Exploring the deeps has become particularly salient in recent years: The prospect of deep sea mining looms large. The International Seabed Authority, the UN body that regulates mining minerals from the seafloor, is finishing rules for these deep ocean exploits. As of now, the laws governing deep sea mining are woefully outdated. They were established in 1975, but the first deep sea hydrothermal vents, and the life they support, weren’t discovered until 1977, explained Leonardi.
A Japanese deep sea mining machine during tests in 2020.
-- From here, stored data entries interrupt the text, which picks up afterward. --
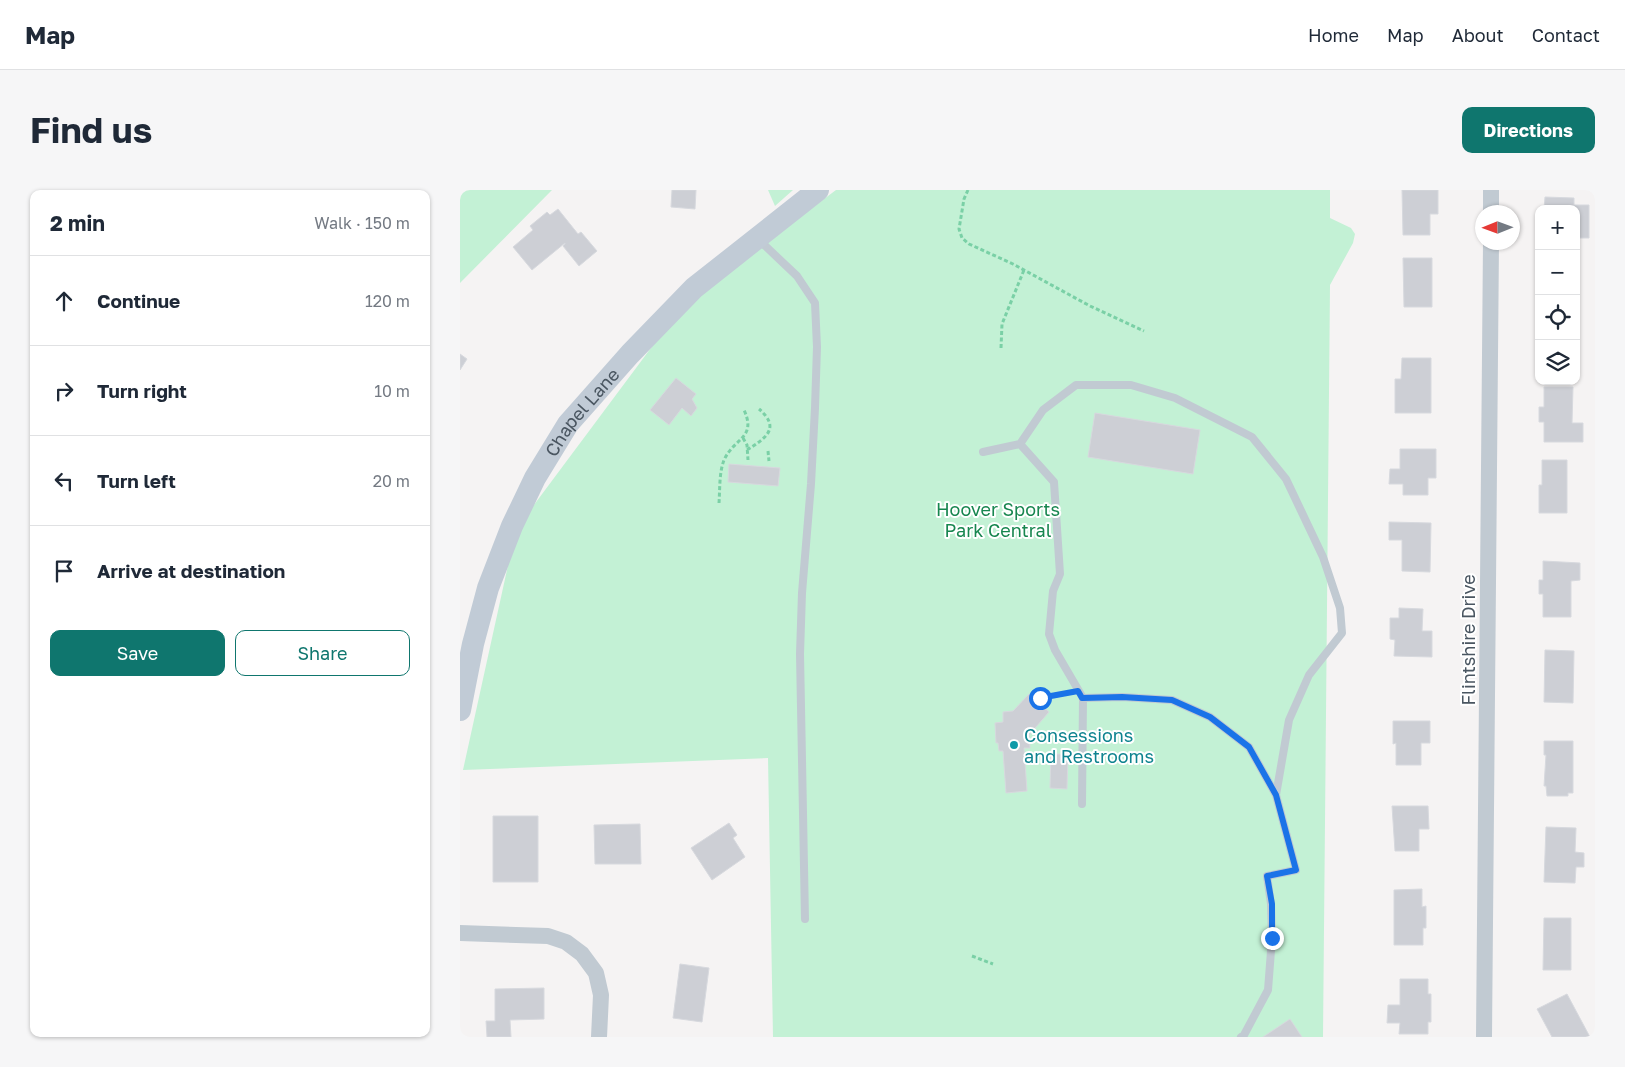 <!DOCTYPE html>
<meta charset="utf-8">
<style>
:root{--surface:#fff;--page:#f6f6f7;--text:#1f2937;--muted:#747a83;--line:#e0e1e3;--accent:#0f766e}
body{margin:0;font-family:"Golos Text",sans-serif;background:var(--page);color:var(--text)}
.controls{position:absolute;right:15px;top:15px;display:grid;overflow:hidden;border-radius:10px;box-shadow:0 1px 4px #0004}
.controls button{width:45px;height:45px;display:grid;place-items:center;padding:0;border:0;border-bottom:1px solid var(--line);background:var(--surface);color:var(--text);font:25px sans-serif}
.compass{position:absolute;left:1015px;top:15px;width:45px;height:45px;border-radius:50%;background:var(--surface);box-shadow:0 1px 4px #0004;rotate:269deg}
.stop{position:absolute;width:15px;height:15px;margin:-11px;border:4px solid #1a73e8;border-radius:50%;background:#fff}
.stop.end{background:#1a73e8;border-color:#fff;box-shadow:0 1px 5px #0008}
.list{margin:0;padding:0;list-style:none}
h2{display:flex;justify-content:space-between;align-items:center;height:65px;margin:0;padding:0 20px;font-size:21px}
h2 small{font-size:16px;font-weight:400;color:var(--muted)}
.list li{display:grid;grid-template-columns:32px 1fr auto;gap:15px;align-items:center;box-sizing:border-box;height:90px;padding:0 20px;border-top:1px solid var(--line)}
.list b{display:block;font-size:19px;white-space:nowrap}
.list em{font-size:16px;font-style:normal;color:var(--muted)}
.actions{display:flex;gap:10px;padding:15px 20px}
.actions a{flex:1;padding:11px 0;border:1px solid var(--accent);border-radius:10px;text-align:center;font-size:18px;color:var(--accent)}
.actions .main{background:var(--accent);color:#fff}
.icon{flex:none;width:28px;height:28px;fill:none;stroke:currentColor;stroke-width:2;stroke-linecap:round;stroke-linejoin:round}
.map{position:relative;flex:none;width:1135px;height:847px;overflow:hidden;border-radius:10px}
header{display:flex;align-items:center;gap:30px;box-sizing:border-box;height:70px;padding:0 25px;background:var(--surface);border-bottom:1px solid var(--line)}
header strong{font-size:24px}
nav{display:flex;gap:28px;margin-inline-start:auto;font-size:18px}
.intro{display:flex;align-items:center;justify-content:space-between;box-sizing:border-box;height:120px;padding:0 30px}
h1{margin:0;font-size:35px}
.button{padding:12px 22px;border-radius:10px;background:var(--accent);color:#fff;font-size:18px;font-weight:700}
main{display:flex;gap:30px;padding:0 30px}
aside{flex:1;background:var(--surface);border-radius:10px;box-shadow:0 1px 4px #0004}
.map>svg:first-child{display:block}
.green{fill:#c3f1d5}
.building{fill:#cdcfd5;stroke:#d7d9de}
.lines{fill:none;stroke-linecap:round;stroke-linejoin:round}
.path{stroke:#7ad0a6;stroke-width:3;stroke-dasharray:4 2.5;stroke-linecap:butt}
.lane{stroke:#c1cad2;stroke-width:8}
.street{stroke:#c1cad2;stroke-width:16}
.secondary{stroke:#c1cbd6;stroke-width:22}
.route{stroke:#1a73e8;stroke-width:6}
.culture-dot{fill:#0f9aa8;stroke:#fff;stroke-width:2}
.labels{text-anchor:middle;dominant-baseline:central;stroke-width:4;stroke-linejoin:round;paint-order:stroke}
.street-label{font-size:18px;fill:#4a5661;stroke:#fff}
.park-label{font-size:18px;fill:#17864f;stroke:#fff}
.culture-label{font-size:18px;fill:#0d838f;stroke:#fff;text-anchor:start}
</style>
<header>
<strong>Map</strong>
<nav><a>Home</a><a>Map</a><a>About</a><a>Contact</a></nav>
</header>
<div class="intro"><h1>Find us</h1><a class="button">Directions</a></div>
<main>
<aside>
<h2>2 min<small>Walk · 150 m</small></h2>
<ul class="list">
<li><svg class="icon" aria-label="ahead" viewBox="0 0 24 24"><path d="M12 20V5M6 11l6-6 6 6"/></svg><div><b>Continue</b></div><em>120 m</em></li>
<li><svg class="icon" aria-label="right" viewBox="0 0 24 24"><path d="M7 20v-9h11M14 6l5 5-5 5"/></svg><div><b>Turn right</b></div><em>10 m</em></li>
<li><svg class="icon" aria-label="left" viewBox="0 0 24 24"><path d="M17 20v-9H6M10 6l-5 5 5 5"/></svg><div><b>Turn left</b></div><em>20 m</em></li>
<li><svg class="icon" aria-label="arrive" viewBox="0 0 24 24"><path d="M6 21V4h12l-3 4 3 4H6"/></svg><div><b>Arrive at destination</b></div></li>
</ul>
<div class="actions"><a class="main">Save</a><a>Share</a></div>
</aside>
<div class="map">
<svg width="1135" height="847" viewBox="0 0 1135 847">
<rect width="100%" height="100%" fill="#f5f3f3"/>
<path class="green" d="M0 0H92L0 93Z
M308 0H333L315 16Z
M376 0H870V28L891 38 895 44 893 53 870 95 863 847H313L308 568 3 580 56 339 223 115Z"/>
<path class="building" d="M212 0H236L235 19 211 17Z
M942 0H978V24H970V45H943Z
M1085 7 1114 8V15H1129V48H1116V19H1084Z
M98 19 118 44 121 42 137 61 119 76 103 56 105 54V53L72 80 53 57 73 40 70 36 87 22 90 25Z
M943 68H972V117H944Z
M0 164 7 169 0 180Z
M942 168H971V223H935V189H941Z
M216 188 236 204 232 209 237 218 231 226 222 218 209 235 190 220Z
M1084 197H1113L1112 233H1123V252H1084V232H1079V217H1084Z
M635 223 740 240 733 284 628 267Z
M940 259H976V288H968V305H943V294H929L930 279H940Z
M1082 270H1107V323H1079V295H1082Z
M269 274 320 278 318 296 268 292Z
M929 332 971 333 970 382 942 381V350H929Z
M1083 371 1120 373V390L1111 391V427H1083V404H1079V390H1083Z
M939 418 963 419 962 441H972V467L934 466 935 450 930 449V428H939Z
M1085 460 1114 461 1113 513 1084 512Z
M569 504 589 522 569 545 570 558H564L567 601 546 603 543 561H539L538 553H536L535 533 543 532V522L553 521Z
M933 531H970V553H961V575H936V553L933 554Z
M1084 551H1113V603H1108V606H1087L1086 596H1084L1086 565H1084Z
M591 564H608L607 599 590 598Z
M932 616H968L969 639H959V661H935Z
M33 626H78V692H33Z
M269 633 277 645 273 648 285 667 252 690 231 658Z
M180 634 181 674H135L134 635Z
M1086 637 1116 638 1115 662 1124 663V677H1116L1115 693 1084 692Z
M962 699V717L966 716V738H963V755H934V700Z
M1084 728H1111V780H1083Z
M220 774 249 778 242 832 213 828Z
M940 789H968V804H971V832H968V844H939L940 833H927L928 815H940Z
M84 798V829L50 830 51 847H27L26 831H35V799Z
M1107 804 1130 847H1092L1077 819Z
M830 829 842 847H803Z"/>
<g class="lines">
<path class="path" d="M508 0 504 9 499 39 502 48 509 54 553 74 630 116 684 141
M541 158 542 134 564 80
M283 248 287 255 288 270
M287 260C306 248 321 238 299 219
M308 261 309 271
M259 313C260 299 259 283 264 270 274 248 297 248 284 220
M580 508 606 503
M512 766 533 774"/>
<path class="lane" d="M299 50 337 86 355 113 357 157 355 218 351 294 342 403 340 464 345 729
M523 262 560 254
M623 508 595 460 589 444 593 401 600 384 594 292 560 254 583 220 616 195H671L715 208 792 247 826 289 863 367 880 418 882 443 849 485 829 530 816 605
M622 614 623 508 662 507 712 510 750 527 789 557 816 605 836 680 807 686 811 714 812 748 808 800 784 845 781 847"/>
<path class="street" d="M1031 22V0
M0 743 88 746 106 752 122 764 136 783 141 805 139 847
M1024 847 1031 52"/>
<path class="secondary" id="s1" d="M0 520 13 454 28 398 52 336 75 288 108 234 170 164 234 98 358 0"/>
</g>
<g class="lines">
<path class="route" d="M580 508 618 501 622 508 662 507 712 510 750 527 789 557 816 605 836 680 807 686 812 714V748"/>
</g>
<circle class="culture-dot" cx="554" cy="555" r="5"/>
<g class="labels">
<g class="street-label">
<text stroke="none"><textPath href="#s1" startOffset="326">Chapel Lane</textPath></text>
<text transform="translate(1008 450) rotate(-90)">Flintshire Drive</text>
</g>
<g class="park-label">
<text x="538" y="319">Hoover Sports<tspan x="538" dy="21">Park Central</tspan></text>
</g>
<g class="culture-label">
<text x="564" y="545">Consessions<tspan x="564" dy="21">and Restrooms</tspan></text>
</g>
</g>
</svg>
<div class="controls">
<button>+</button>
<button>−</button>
<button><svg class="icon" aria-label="locate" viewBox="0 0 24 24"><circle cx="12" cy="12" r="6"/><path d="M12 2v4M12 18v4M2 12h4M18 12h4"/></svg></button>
<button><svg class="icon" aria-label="layers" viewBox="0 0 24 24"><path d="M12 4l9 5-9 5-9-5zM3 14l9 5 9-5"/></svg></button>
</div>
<svg class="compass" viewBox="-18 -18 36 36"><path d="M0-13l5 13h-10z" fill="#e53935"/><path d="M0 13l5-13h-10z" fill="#747a83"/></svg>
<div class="stop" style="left:580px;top:508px"></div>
<div class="stop end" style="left:812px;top:748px"></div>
</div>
</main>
Image: Japan Oil, Gas & Metals National Corporation (JOGMEC) news release
“They were devised at a time when no one thought there was much biologically down there,” he said. (There is.) Now, the UN is actively drafting sea floor mining codes and weighing new rules, which includes some public discourse. “That’s a positive thing,” said Leonardi.
The machines built for mining the sea floor are juggernauts. They are designed to unearth the seabed, like Japan’s tank-like equipment, which was tested in July. “If they turn that thing loose it will level everything alive on the sea floor,” said Kennedy. “That to me is super concerning.”
“These contraptions are like a combine [huge industrial harvester] on steroids,” added Leonardi. “They are designed to dredge the seabed.”
Last year, a group of international scientists asked the International Seabed Authority “to consider the input of the international science community when evaluating future requests for deep-sea mineral exploration.” Already, the International Seabed Authority has allowed nations to explore seabeds for minerals like nickel, cobalt, copper, and beyond. The inevitability of deep sea mining makes ocean exploration all the more pressing.
“We at least need to know what’s down there,” said Leonardi.